Records from a dataset:
'''

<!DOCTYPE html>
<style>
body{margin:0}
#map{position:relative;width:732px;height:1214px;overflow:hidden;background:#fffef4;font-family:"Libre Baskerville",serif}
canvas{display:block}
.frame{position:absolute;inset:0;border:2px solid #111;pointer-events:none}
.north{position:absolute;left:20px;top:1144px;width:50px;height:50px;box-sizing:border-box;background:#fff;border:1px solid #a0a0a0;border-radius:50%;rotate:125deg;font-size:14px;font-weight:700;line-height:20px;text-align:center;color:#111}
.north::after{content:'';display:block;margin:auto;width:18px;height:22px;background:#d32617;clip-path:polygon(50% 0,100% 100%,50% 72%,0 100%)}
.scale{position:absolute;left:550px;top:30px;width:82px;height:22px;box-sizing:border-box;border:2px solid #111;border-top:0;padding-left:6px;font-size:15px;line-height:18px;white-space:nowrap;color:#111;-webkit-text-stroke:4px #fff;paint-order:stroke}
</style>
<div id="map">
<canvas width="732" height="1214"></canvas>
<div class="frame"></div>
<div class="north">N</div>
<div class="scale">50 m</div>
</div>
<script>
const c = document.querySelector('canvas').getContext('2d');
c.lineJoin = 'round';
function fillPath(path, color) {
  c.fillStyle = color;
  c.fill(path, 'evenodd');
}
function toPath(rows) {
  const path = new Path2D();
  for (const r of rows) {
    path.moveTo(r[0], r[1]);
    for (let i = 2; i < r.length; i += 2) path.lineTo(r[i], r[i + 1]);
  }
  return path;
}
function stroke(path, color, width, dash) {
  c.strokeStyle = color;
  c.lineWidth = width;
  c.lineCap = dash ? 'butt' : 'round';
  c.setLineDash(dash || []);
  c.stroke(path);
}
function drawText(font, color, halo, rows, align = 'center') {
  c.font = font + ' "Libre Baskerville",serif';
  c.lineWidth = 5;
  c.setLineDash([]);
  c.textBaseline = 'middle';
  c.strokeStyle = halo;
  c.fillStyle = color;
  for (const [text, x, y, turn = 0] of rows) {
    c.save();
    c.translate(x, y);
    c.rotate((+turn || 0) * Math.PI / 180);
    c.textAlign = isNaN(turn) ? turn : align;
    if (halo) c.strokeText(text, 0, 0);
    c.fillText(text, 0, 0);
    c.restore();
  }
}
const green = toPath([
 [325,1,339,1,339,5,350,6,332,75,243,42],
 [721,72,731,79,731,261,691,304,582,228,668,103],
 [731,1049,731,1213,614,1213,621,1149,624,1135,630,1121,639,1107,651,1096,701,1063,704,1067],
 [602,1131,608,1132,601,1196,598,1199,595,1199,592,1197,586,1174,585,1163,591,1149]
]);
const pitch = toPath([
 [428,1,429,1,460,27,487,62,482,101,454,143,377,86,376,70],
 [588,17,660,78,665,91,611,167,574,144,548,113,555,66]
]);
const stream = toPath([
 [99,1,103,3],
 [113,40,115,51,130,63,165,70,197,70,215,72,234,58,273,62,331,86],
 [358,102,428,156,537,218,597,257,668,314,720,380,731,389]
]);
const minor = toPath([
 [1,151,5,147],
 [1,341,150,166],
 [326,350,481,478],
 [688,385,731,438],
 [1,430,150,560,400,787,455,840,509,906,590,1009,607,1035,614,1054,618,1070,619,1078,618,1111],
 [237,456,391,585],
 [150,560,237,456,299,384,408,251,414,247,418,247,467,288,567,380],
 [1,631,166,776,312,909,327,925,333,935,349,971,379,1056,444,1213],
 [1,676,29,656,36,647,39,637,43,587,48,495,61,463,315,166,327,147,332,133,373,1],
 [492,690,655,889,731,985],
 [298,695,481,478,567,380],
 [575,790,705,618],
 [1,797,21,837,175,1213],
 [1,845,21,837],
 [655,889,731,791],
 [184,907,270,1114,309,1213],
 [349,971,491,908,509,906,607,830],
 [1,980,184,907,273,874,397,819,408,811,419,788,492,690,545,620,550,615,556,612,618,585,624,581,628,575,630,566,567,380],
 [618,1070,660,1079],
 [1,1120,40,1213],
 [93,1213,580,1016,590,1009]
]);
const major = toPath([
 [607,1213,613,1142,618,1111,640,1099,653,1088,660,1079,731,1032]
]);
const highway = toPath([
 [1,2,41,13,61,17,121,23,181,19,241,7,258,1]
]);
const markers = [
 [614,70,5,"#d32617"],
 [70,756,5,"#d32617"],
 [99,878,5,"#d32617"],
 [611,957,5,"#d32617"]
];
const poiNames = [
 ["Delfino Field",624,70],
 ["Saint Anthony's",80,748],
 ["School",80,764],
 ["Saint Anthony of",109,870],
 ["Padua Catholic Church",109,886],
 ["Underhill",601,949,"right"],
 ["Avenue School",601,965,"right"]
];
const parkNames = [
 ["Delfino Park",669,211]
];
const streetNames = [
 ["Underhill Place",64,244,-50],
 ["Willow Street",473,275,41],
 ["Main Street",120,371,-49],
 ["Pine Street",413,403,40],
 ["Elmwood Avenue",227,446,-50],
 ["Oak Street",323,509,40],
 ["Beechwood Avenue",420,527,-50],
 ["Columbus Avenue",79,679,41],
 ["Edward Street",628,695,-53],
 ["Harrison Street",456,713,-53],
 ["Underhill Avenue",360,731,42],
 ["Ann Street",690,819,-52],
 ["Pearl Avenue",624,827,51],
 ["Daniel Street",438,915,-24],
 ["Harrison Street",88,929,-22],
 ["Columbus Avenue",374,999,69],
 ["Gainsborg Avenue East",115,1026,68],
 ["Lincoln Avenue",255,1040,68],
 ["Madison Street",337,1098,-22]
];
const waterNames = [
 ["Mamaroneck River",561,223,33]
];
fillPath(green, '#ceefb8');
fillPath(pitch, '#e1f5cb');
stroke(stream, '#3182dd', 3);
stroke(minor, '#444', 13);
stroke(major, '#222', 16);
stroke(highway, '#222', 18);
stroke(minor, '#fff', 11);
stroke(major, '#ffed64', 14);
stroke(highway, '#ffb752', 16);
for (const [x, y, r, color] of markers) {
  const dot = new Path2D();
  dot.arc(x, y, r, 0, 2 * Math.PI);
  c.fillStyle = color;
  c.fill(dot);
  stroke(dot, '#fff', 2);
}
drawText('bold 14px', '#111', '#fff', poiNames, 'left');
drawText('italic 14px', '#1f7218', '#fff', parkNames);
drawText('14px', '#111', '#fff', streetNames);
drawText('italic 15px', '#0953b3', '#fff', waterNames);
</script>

'''

--- WHAT TO DO ---
Each line that holds the word "function" should be extracted from the records.

--- SOLUTION FOR THIS PROBLEM ---
function fillPath(path, color) {
function toPath(rows) {
function stroke(path, color, width, dash) {
function drawText(font, color, halo, rows, align = 'center') {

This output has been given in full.